**WORK REQUEST**: The word "Rammala" marks the lines to keep; find each one in the data and copy it.

====== DATA RECORDS ======

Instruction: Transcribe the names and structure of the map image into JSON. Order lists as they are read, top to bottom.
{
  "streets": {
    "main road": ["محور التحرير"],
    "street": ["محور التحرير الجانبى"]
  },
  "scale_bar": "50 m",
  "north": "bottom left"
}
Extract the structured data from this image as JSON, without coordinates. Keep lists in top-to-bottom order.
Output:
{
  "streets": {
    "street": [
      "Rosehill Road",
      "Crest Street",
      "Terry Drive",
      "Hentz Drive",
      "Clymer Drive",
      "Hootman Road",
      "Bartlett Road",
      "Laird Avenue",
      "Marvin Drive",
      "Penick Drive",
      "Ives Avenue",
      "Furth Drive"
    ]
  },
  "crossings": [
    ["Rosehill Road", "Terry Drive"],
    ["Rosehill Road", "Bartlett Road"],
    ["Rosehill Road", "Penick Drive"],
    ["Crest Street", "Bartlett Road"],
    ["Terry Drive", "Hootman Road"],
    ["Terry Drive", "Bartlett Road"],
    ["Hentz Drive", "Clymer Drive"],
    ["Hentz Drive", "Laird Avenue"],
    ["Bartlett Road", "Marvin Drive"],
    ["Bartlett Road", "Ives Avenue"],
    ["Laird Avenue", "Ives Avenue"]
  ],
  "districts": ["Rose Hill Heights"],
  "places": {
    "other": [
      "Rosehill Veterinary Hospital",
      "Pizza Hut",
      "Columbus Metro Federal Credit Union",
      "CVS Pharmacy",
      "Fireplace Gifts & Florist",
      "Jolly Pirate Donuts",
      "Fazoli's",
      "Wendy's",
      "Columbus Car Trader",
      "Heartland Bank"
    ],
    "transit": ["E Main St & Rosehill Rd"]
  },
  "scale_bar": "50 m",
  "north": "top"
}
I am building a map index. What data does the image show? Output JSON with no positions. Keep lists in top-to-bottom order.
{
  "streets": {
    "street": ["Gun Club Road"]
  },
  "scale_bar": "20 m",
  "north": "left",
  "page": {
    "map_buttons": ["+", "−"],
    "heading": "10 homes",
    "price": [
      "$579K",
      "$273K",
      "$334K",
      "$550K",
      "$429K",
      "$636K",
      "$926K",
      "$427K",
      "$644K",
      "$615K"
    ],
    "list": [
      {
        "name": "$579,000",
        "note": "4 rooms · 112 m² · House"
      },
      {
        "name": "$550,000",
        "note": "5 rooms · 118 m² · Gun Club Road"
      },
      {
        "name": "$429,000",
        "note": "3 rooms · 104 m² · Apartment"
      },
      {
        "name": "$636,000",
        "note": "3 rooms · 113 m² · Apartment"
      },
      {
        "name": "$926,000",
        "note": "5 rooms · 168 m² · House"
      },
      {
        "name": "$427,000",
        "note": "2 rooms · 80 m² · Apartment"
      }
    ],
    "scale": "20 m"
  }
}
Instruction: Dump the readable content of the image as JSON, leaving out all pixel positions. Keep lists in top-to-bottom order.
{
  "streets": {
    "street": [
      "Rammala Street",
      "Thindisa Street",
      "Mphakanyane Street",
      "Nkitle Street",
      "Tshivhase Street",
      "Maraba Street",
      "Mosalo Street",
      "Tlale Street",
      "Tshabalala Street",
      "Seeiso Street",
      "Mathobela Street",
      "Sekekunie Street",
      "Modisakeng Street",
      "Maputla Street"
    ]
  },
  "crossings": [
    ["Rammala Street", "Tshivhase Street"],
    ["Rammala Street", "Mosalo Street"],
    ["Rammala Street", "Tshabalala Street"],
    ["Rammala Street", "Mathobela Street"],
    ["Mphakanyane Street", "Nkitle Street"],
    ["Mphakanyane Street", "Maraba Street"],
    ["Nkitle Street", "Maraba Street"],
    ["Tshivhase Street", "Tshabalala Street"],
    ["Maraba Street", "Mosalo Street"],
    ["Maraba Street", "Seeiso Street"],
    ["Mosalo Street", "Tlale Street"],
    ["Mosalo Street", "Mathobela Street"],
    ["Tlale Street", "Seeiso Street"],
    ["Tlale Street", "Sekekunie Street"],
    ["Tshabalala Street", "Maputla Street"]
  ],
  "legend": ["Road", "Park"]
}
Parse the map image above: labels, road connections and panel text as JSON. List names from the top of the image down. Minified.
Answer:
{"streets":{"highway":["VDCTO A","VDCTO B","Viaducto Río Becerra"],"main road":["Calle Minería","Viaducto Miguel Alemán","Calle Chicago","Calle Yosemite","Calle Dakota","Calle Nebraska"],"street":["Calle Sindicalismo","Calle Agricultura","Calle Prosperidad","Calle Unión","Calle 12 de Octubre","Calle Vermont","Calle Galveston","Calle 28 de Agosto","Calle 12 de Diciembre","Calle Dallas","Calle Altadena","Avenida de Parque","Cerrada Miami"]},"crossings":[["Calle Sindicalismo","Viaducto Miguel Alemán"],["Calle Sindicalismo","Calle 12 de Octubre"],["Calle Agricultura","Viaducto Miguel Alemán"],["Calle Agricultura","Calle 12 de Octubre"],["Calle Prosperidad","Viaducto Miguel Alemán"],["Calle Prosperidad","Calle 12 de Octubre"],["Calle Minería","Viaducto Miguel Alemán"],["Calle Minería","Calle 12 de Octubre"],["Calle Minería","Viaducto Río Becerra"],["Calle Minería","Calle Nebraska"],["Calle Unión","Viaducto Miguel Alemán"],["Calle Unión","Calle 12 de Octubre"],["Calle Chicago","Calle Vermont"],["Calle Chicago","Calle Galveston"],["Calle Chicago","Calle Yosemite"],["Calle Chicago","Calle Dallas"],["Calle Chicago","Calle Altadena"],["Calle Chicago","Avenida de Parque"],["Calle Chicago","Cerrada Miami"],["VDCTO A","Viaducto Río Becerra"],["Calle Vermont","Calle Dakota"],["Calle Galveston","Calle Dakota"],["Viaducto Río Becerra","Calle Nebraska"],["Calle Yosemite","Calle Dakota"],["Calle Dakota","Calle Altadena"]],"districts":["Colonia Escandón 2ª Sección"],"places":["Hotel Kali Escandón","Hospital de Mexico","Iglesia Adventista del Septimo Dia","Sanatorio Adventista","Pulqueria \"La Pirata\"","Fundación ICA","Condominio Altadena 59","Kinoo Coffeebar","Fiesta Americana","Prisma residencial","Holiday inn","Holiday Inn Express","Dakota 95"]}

======

**EXPECTED ANSWER**:
      "Rammala Street",
    ["Rammala Street", "Tshivhase Street"],
    ["Rammala Street", "Mosalo Street"],
    ["Rammala Street", "Tshabalala Street"],
    ["Rammala Street", "Mathobela Street"],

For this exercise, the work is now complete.